Wednesday, November 11, 2009

Health

Innocent, But Behind Bars

Another man confessed to murder. Why is this retarded man in prison?

By Joseph P. Shapiro
Posted 9/11/94
Page 4 of 8

Police were intrigued. Since firefighters delayed entering the house for 40 minutes, only the killer would have known at that point that the elderly woman was inside tied up. Wilson claimed, by Wall's account, that his "older brother" had been inside and seen Martz tied up. Wall described the brother as tall and thin, with brown hair. That alone should have made police question Wall's credibility: Wilson was an only child. And Gerry Johnson--the high school assistant principal--had already told police that Wall was a troublemaker and "a very skilled liar." Investigators, however, never asked Johnson about Wilson. If they had, she says she would have told them that Wilson "didn't have the mental capability to do the planning of it."

U.S. News found Wall's brother, who says Wall later admitted he had lied because he hoped to receive an award from a state arson fund. Johnny Ray Wall says the subject came up a few years after the murder when he and his wife took Gary one harvest season to California, where they earned a migrant worker's wage picking fruit. "Did the kid really do it?" Johnny Wall asked his younger brother. He recalls Gary Wall's answer: "No, he didn't really do it, but I'm getting $5,000." According to Johnny Wall, his brother "was more or less bragging about it, and he was happy because he was going to get $5,000." Gary never got the money. Johnny Wall says neither police nor Wilson's attorneys ever questioned him. Johnny Wall, who never went to police with his story, says he has not spoken to Gary since last fall, in part over a falling-out after Gary pawned his older brother's rented VCR and television.

Wilson's alibi. Not only was the prosecution's star witness offering shaky testimony but Wilson had a strong alibi. When fire sirens wailed at 8:05 p.m. on that Sunday night, Wilson and his mother were in a grocery store buying cheese and soda. One neighbor, Lucille Childress, told U.S. News that she spoke to them there, as the sirens went off, but never told police because she was afraid to come forward. Before that, Wilson had spent the evening at home. A 13-year-old neighbor, Matt Reed, had come over around 5:30 p.m. to tape heavy-metal records. The two boys watched the start of a Disney movie that began at 6, and Reed said he went home for dinner a half-hour later. Susan Wilson then helped her son tack posters to the new paneling in his bedroom and by 7:30, she estimates, they left for the grocery store.
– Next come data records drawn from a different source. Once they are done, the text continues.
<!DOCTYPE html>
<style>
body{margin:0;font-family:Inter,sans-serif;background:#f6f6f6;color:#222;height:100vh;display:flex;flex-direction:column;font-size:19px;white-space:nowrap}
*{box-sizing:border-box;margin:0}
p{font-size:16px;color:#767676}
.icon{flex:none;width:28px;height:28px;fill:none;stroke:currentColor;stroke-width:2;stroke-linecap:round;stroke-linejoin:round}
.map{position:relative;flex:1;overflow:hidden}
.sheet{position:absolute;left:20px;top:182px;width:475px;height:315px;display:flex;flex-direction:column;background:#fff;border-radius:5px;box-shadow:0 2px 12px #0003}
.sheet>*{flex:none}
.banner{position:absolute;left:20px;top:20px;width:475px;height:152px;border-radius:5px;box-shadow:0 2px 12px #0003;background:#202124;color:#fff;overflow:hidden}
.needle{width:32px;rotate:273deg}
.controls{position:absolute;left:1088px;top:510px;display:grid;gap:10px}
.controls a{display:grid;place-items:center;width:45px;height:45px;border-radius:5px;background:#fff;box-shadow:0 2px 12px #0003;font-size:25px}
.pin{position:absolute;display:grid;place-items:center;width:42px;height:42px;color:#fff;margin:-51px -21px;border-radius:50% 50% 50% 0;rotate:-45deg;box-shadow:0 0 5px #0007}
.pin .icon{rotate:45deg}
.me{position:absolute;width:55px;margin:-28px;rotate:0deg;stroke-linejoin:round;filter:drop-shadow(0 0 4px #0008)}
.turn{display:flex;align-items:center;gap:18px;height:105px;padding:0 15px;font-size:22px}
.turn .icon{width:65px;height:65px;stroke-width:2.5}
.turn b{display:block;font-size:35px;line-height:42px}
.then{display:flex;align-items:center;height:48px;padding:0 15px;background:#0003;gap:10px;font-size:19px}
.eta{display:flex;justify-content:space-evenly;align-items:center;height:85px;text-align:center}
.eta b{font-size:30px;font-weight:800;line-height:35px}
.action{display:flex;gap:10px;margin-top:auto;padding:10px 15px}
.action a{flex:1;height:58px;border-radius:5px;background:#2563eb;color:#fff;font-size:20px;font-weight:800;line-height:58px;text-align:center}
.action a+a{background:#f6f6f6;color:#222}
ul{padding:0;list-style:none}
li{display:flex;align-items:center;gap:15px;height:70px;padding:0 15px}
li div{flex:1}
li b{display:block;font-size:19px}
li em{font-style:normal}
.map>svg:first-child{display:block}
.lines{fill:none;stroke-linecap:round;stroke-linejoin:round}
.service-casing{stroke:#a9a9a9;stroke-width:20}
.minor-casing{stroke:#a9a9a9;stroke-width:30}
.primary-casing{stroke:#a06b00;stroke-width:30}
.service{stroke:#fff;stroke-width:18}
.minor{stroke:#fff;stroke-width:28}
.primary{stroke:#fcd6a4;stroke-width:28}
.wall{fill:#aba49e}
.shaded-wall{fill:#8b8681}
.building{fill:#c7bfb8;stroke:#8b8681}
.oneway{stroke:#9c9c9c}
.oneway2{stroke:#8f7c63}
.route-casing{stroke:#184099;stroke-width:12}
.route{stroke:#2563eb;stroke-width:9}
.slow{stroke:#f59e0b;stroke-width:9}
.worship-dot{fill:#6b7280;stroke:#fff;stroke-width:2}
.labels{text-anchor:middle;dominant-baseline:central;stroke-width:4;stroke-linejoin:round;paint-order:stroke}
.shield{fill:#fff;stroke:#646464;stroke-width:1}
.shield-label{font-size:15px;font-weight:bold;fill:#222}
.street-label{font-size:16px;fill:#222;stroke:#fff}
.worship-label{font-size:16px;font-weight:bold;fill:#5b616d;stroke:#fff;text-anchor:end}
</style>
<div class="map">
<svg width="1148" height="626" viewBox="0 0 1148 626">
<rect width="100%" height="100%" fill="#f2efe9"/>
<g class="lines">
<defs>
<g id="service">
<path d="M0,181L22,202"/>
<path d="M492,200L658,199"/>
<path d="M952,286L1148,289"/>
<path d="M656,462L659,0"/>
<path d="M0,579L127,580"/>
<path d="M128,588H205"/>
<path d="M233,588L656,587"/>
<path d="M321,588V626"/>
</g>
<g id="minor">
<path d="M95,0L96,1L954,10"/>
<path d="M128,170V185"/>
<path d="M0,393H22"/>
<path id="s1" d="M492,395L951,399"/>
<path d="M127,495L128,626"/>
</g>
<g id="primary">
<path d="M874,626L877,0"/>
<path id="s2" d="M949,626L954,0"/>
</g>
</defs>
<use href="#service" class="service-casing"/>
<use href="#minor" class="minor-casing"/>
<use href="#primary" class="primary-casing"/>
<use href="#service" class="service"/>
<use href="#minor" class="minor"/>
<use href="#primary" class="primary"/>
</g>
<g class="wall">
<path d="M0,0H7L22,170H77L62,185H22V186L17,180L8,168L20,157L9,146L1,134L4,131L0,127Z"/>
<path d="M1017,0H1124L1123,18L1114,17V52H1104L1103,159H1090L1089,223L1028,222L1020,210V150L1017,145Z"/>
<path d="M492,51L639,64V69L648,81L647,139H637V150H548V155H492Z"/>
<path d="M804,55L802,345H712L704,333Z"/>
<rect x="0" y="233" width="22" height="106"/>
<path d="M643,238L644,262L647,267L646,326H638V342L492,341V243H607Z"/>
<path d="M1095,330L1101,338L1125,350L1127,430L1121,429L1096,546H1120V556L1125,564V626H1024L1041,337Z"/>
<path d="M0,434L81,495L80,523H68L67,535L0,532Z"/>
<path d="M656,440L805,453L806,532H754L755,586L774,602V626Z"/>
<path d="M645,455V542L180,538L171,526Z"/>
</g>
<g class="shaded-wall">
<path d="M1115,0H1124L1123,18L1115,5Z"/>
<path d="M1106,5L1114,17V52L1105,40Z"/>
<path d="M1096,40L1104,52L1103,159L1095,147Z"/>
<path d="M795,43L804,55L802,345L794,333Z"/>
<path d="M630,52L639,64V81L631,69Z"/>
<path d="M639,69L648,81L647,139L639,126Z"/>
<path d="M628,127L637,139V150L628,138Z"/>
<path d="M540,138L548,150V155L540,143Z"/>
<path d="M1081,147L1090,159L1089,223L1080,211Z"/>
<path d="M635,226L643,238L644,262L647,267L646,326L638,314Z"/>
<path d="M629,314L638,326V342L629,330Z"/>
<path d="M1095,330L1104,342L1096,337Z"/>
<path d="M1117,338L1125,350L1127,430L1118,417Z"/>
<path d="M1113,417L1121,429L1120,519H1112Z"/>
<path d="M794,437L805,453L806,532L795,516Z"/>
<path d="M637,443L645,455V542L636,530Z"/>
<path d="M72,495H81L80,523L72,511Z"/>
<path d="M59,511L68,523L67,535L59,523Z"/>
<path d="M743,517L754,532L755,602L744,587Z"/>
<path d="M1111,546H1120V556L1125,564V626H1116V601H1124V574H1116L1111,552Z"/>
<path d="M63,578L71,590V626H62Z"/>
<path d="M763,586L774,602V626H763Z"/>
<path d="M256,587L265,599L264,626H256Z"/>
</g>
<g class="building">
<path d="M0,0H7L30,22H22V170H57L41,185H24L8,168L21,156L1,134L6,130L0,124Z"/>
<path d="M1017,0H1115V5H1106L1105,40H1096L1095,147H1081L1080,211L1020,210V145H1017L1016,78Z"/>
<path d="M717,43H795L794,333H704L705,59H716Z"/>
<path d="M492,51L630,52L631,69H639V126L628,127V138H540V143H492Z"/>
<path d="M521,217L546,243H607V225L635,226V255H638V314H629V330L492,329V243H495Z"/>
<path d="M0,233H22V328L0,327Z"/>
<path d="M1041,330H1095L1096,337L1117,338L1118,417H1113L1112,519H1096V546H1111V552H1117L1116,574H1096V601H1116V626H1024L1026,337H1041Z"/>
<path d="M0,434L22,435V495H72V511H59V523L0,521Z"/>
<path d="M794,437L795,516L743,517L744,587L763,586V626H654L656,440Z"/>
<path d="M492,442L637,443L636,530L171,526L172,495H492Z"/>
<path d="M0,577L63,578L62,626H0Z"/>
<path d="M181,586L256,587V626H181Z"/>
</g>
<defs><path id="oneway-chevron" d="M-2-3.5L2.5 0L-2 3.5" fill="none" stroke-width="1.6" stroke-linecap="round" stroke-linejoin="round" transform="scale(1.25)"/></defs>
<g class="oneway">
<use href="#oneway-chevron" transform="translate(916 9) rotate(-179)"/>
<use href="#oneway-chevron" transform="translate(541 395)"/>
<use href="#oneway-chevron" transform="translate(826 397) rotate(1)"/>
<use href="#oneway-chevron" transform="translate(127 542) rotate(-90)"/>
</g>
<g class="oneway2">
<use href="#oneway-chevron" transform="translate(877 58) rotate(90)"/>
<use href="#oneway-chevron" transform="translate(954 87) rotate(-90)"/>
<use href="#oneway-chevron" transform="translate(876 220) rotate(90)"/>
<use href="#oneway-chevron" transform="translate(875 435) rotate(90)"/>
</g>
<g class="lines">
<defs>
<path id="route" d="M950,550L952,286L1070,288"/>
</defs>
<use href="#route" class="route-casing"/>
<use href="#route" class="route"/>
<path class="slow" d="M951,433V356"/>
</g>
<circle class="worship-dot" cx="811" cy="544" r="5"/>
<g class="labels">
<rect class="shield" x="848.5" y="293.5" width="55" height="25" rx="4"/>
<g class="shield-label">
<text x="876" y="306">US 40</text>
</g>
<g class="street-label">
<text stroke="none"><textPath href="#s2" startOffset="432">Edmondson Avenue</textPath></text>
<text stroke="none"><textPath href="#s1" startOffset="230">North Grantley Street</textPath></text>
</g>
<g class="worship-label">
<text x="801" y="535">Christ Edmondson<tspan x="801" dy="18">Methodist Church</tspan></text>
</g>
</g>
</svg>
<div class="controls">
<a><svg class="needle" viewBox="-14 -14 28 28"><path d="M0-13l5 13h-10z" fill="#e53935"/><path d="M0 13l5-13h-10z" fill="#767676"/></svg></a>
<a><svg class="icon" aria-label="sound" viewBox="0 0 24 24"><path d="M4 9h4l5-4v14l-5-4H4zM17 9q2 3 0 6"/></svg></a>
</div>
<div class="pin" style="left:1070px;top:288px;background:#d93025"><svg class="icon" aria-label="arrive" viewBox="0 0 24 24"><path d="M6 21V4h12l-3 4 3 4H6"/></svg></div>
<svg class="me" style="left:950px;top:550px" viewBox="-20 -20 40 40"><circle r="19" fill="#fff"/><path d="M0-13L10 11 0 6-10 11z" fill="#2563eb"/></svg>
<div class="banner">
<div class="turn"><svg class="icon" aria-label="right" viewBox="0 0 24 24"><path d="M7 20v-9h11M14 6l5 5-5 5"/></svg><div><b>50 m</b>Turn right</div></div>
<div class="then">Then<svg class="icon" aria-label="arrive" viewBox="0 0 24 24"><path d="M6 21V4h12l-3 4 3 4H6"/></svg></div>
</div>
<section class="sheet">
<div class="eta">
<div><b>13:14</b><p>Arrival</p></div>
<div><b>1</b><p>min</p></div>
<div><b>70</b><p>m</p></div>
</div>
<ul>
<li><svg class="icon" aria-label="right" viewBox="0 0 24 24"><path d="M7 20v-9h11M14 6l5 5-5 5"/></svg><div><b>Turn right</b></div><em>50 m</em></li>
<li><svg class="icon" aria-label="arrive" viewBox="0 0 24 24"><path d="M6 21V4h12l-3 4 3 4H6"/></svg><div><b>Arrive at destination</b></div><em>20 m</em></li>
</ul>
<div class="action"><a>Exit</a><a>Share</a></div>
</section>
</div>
Sometime in that period, the prosecution argued, Wilson (who asked permission every time he went to the park just across the street) sneaked out of the house, walked the eight tenths of a mile to Martz's house, ransacked it, tied up Martz, set the house on fire and walked home carrying the stolen loot--in time to go shopping with his mother. Journalist Bill Maurer, who wrote for a now defunct weekly paper, knocked on doors along the 40-minute round-trip route between the Wilson and Martz homes--which passed businesses onthe town square and churches conducting services that evening--and found no one who recalled seeing Wilson.